As you can see, I do not release the current blob before the minute is over (by closing the StreamWriter). So multiple blocks keep being added to the same file (normally 12 blocks per minute). So I can expect the file will be growing locally and growing in the cloud too due to the synchronization.

Deploy this module and we are ready to go.

Testing

Both modules are now up and running now:

Once the generator module is started, it starts generating messages in separate blobs:

I see the creation of two files. Let’s see these files on disk. I navigate to the local folder the blobs should be living in. And I look at the files in this folder:

Well, checking out these files appears to be harder than expected… But we know the blobs are synchronized constantly and they disappear almost immediately due to the deletion after being synchronized.

So therefor we do not see anything on the IoT Edge.

More important, is the synchronization working as expected. Is the data available in the cloud?

Let’s check out the Azure Blob storage account. We use the Azure Blob Storage Explorer for that:

Yes, the files are shown in the explorer so the synchronization to the cloud is active.

If I check the content of the first two file for the appearance of the blocks, it looks like what we expect:

We see block 1 til block 12 is written in file File201908281125.

We see block 13 til block 24 is written to the next file, File201908281126.

So the blocks are arriving in the correct order.

And the blocks are arriving almost immediately! I have recorded the arrival of blocks by looking at the size of the files. A demonstration can be seen here:

You see the arrival of blocks by looking at the size. The Blobs are growing while we look at them. And we can already download partially completed files to peek into.

Conclusion

This new synchronization feature of Azure Blob storage for IoT Edge is a useful tool.

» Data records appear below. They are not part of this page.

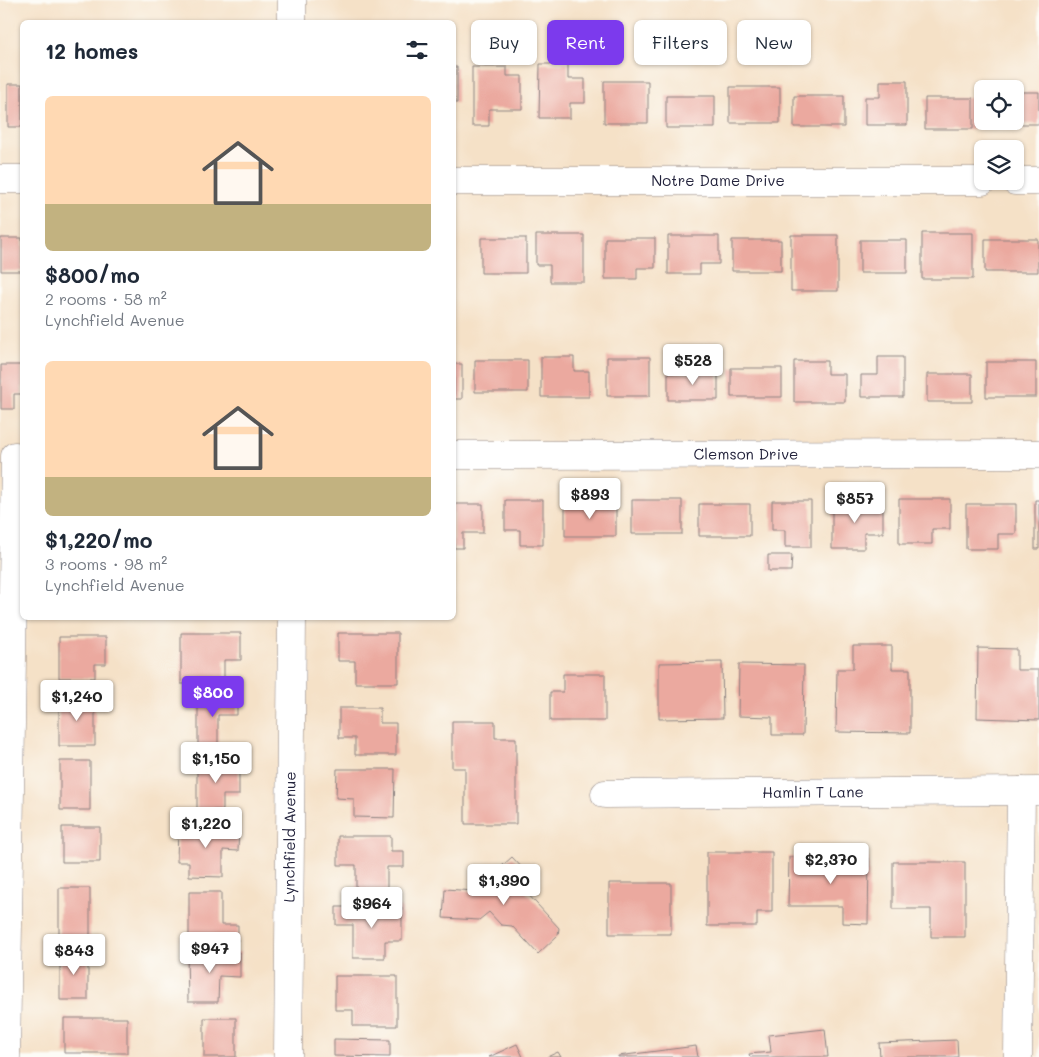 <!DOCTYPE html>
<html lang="en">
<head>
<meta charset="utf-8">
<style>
  body { margin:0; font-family:Mali,sans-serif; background:#f2f2f3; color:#1f2937; height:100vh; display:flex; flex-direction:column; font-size:19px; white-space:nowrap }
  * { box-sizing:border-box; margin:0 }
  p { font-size:16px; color:#747a83 }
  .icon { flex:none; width:28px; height:28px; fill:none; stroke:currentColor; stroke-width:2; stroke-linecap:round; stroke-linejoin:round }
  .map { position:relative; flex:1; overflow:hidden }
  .panel { position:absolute; left:20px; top:20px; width:436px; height:600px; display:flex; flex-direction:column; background:#fff; border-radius:8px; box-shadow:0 1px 4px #0004 }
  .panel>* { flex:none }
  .top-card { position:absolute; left:471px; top:20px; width:475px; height:45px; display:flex; gap:10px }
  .controls { position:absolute; left:974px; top:80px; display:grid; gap:10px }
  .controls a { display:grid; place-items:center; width:50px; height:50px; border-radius:8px; background:#fff; box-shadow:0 1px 4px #0004; font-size:25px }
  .price { position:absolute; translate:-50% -42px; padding:0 11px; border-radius:5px; background:#fff; color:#222; font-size:16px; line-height:32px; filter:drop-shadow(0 1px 2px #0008) }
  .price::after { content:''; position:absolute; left:50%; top:30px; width:15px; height:11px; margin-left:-8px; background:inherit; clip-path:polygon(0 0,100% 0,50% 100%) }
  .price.current { background:#7c3aed; color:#fff }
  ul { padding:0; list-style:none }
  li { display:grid; align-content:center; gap:10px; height:265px; padding:0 25px }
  li span { display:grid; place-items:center; height:155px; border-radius:8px; color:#555 }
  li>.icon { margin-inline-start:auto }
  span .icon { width:90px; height:90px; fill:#fffc; stroke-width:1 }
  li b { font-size:21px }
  h2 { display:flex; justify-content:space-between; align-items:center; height:60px; padding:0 25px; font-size:21px }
  .chip { padding:0 18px; border-radius:8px; background:#fff; box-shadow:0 1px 4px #0004; font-size:18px; line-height:45px }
  .chip.current { background:#7c3aed; color:#fff }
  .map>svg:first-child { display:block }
  .building { fill:#eba99f }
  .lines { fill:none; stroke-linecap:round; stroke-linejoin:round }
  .minor-casing { stroke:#8c8281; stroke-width:29 }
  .minor { stroke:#fff; stroke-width:28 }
  .labels { text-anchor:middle; stroke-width:4; stroke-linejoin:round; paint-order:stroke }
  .street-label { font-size:15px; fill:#22223b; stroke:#fdfcf7 }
</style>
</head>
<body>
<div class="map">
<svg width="1039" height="1057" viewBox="0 0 1039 1057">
  <rect width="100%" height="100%" fill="#fdfcf7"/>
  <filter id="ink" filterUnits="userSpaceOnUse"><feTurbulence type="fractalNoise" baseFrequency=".02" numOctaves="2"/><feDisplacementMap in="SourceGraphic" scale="10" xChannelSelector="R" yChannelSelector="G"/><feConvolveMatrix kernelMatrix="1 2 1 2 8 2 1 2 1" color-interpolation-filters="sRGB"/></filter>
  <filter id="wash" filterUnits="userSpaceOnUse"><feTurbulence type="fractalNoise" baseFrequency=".0096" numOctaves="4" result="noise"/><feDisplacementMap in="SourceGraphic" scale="20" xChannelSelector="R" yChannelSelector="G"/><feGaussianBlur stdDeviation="1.12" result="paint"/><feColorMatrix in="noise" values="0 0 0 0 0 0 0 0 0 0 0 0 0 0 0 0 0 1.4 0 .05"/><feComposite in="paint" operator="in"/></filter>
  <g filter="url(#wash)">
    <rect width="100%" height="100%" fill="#f5e1c7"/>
    <g id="blocks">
      <!-- building -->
      <path class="building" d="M540,64h28v15h17v24h-15v15h-31z
        M454,67h3v36h-3z
        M472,67h35v9h15v33h-33v17h-17z
        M604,81h44v42h-44z
        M880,81h27v44h-42v-28h15z
        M8,84h14v43h-14z
        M730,87h50v36h-50z
        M1015,92h24v32h-50v-3h26z
        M666,96h49v32h-49z
        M794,96h50v31h-50z
        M925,98h48v31h-48z
        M922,233h51v46h-51z
        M536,235h48v47h-34v-17h-14z
        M791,235h47v56h-47z
        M668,236h51v28h-19v10h-32z
        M1,238h21v33h-21z
        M481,238h45v35h-45z
        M605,238h50v30h-18v11h-32z
        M985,239h53v33h-53z
        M732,240h49v31h-49z
        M860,240h47v33h-47z
        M541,357h33v14h15v26h-48z
        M607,357h43v39h-43z
        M878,357h25v40h-42v-22h17z
        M475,360h53v32h-53z
        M794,361h33v13h18v28h-51z
        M986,362h50v35h-50z
        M454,364h8v35h-8z
        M1,365h21v29h-8v15h-13z
        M731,368h51v29h-51z
        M668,373h50v27h-50z
        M927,374h45v28h-45z
        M899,499h51v30h-18v15h-33z
        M505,500h38v45h-23v-15h-15z
        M632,500h50v34h-50z
        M1035,500h4v49h-4z
        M772,501h39v46h-26v-17h-13z
        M454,504h29v29h-20v15h-9z
        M699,504h51v32h-51z
        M832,504h51v29h-19v16h-32z
        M966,504h50v30h-18v15h-32z
        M565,505h51v31h-51z
        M768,555h24l-1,16h-23z
        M181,633h60v27h-17v24h-43z
        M338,633h60v50h-43v-22h-17z
        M59,637h47v27h-11v14h-36z
        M853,646h39v23h18v64l-74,-1 1,-63h16z
        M978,648l39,1v21h22v50l-62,-2z
        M722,662l1,56 -64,1v-56z
        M739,664l65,1 -1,70h-31v-18l-34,-1z
        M563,674h42v47h-55v-29h13z
        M59,698h36v48h-36z
        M198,698h39v17h-19v31h-20z
        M339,708h41v15h16v32h-41v-17h-16z
        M452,721h43v17h21v86h-51v-56h-13z
        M60,761h30v49h-30z
        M197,762h42v33h-16v15h-26z
        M337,769h58l-1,49 -40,-1v-18l-18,-1z
        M62,827h38v35h-38z
        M178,827l61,1 -1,23 -15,-1v27l-34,-1v-14h-12z
        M338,836h53v15h13v16h-17v26h-31v-28h-18z
        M707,852h65v60h-15v14h-50z
        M512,857l15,16 -2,18 34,37 -1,7 -20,19 -26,-28 -11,-1 -12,-13 -10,8 -36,-2 2,-29 29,2z
        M789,857l80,1 -1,66 -26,-1v-17h-54z
        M893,862h72v75h-34v-28h-38z
        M609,883h62v51h-62z
        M59,888h31v49h-31z
        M189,892h32v33h17v16h-49z
        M336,907h66v34h-17v17h-32v-33h-17z
        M187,952h53v25l-21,-1 -1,26h-30z
        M60,953h28v47h-28z
        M335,976h62v50h-44v-16h-18z
        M64,1018h63v35h-63z
        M204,1018h32v39h-32z
        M825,1029l3,28h-78l-1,-3 22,-2 -2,-17z
        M334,1039l56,1v17l-56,-1z
        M957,1040l1,17h-78l-1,-14z
        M517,1044l6,13h-34z
        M696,1046l2,11h-80v-1z
        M558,1052l3,5h-14z"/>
    </g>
  </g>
  <g filter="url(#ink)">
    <use href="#blocks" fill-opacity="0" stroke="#8c8281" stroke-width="1"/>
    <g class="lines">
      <defs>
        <g id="minor">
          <path d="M292,22v-22"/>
          <path d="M0,179h22"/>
          <path id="s1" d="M454,181h528"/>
          <path d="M1015,181h24"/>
          <path id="s2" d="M454,455l585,-1"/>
          <path id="s3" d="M605,794l434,-3"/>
          <path d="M6,1057l9,-601"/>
          <path id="s4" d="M288,1057l4,-439"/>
          <path d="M1018,1057l3,-266"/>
        </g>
      </defs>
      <!-- minor casing -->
      <use href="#minor" class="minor-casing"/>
      <!-- minor -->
      <use href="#minor" class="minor"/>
    </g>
  </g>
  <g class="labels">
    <!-- street labels -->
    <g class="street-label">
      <text dy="5" stroke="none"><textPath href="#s1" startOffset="264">Notre Dame Drive</textPath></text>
      <text dy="5" stroke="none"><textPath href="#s2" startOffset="292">Clemson Drive</textPath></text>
      <text dy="5" stroke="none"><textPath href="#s3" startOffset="208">Hamlin T Lane</textPath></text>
      <text dy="5" stroke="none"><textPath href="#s4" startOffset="220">Lynchfield Avenue</textPath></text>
    </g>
  </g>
</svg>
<div class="controls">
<a><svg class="icon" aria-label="locate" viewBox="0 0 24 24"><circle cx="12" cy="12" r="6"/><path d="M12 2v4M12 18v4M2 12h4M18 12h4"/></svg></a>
<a><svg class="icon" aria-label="layers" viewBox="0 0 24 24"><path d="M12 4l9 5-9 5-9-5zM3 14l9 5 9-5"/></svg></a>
</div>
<b class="price" style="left:693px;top:386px">$528</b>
<b class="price" style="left:590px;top:520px">$893</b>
<b class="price" style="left:855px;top:524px">$857</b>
<b class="price current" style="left:213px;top:718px">$800</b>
<b class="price" style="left:77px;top:722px">$1,240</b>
<b class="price" style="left:216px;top:784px">$1,150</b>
<b class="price" style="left:206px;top:849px">$1,220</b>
<b class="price" style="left:831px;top:885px">$2,370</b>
<b class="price" style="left:504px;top:906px">$1,390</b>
<b class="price" style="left:372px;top:929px">$964</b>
<b class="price" style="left:210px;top:974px">$947</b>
<b class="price" style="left:74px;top:976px">$843</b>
<div class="top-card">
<a class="chip">Buy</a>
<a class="chip current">Rent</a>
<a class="chip">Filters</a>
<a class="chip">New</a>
</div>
<section class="panel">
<h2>12 homes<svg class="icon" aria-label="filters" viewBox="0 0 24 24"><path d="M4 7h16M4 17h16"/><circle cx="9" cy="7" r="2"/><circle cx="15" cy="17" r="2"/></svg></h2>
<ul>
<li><span style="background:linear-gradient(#ffd9b3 70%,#c2b280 0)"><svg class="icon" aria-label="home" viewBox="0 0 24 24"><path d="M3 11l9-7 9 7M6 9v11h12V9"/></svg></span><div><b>$800/mo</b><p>2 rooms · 58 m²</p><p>Lynchfield Avenue</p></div></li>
<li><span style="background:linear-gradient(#ffd9b3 75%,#c2b280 0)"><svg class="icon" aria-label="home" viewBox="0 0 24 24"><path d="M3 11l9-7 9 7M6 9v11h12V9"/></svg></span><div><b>$1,220/mo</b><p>3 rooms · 98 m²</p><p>Lynchfield Avenue</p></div></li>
</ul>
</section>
</div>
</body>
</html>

The interesting part for me is the fact I can immediately access files in the cloud which are still ‘under construction’ on the edge.

There are a few points we have to consider:

  • This does not work with raw data like zipped files (or images, sound recordings, binary files, etc.). These files are only manageable while being complete. Partial zips and images are normally marked as corrupted and therefor not accessible
  • Formatted files (XML, JSON) are also ‘corrupted’ while being partially uploaded. But because these are still human-readable, perhaps it still contains to accessible data with value for you already.

So start using the new features of this Blob module when you want to upload large files to the cloud.

And sorry for the tong twister in the title. I could not resist the temptation 🙂